*** DATA FOR PROCESSING ***

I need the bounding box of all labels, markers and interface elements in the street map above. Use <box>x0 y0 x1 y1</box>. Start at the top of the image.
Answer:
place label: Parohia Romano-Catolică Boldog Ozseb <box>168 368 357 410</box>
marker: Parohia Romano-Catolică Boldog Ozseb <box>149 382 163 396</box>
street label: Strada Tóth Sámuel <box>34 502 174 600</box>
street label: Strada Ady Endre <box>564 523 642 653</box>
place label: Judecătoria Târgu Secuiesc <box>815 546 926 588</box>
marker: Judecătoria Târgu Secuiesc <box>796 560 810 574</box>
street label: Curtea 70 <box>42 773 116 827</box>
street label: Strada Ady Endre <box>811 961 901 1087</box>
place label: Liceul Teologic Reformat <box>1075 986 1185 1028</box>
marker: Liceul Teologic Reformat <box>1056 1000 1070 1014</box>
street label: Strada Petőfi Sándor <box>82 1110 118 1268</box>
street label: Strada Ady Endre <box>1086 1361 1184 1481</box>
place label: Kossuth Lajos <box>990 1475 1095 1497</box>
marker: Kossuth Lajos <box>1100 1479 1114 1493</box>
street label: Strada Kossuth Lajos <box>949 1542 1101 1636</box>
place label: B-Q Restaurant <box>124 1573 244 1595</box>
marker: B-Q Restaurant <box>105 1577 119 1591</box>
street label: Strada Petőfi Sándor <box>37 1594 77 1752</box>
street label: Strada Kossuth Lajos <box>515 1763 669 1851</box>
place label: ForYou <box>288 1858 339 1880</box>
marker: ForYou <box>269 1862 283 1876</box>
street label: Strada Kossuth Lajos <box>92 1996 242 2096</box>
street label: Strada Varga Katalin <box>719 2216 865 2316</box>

***

### WHAT YOU ARE ASKED TO DO
Restate the records above exactly.

### ANSWER SECTION
I need the bounding box of all labels, markers and interface elements in the street map above. Use <box>x0 y0 x1 y1</box>. Start at the top of the image.
Answer:
place label: Parohia Romano-Catolică Boldog Ozseb <box>168 368 357 410</box>
marker: Parohia Romano-Catolică Boldog Ozseb <box>149 382 163 396</box>
street label: Strada Tóth Sámuel <box>34 502 174 600</box>
street label: Strada Ady Endre <box>564 523 642 653</box>
place label: Judecătoria Târgu Secuiesc <box>815 546 926 588</box>
marker: Judecătoria Târgu Secuiesc <box>796 560 810 574</box>
street label: Curtea 70 <box>42 773 116 827</box>
street label: Strada Ady Endre <box>811 961 901 1087</box>
place label: Liceul Teologic Reformat <box>1075 986 1185 1028</box>
marker: Liceul Teologic Reformat <box>1056 1000 1070 1014</box>
street label: Strada Petőfi Sándor <box>82 1110 118 1268</box>
street label: Strada Ady Endre <box>1086 1361 1184 1481</box>
place label: Kossuth Lajos <box>990 1475 1095 1497</box>
marker: Kossuth Lajos <box>1100 1479 1114 1493</box>
street label: Strada Kossuth Lajos <box>949 1542 1101 1636</box>
place label: B-Q Restaurant <box>124 1573 244 1595</box>
marker: B-Q Restaurant <box>105 1577 119 1591</box>
street label: Strada Petőfi Sándor <box>37 1594 77 1752</box>
street label: Strada Kossuth Lajos <box>515 1763 669 1851</box>
place label: ForYou <box>288 1858 339 1880</box>
marker: ForYou <box>269 1862 283 1876</box>
street label: Strada Kossuth Lajos <box>92 1996 242 2096</box>
street label: Strada Varga Katalin <box>719 2216 865 2316</box>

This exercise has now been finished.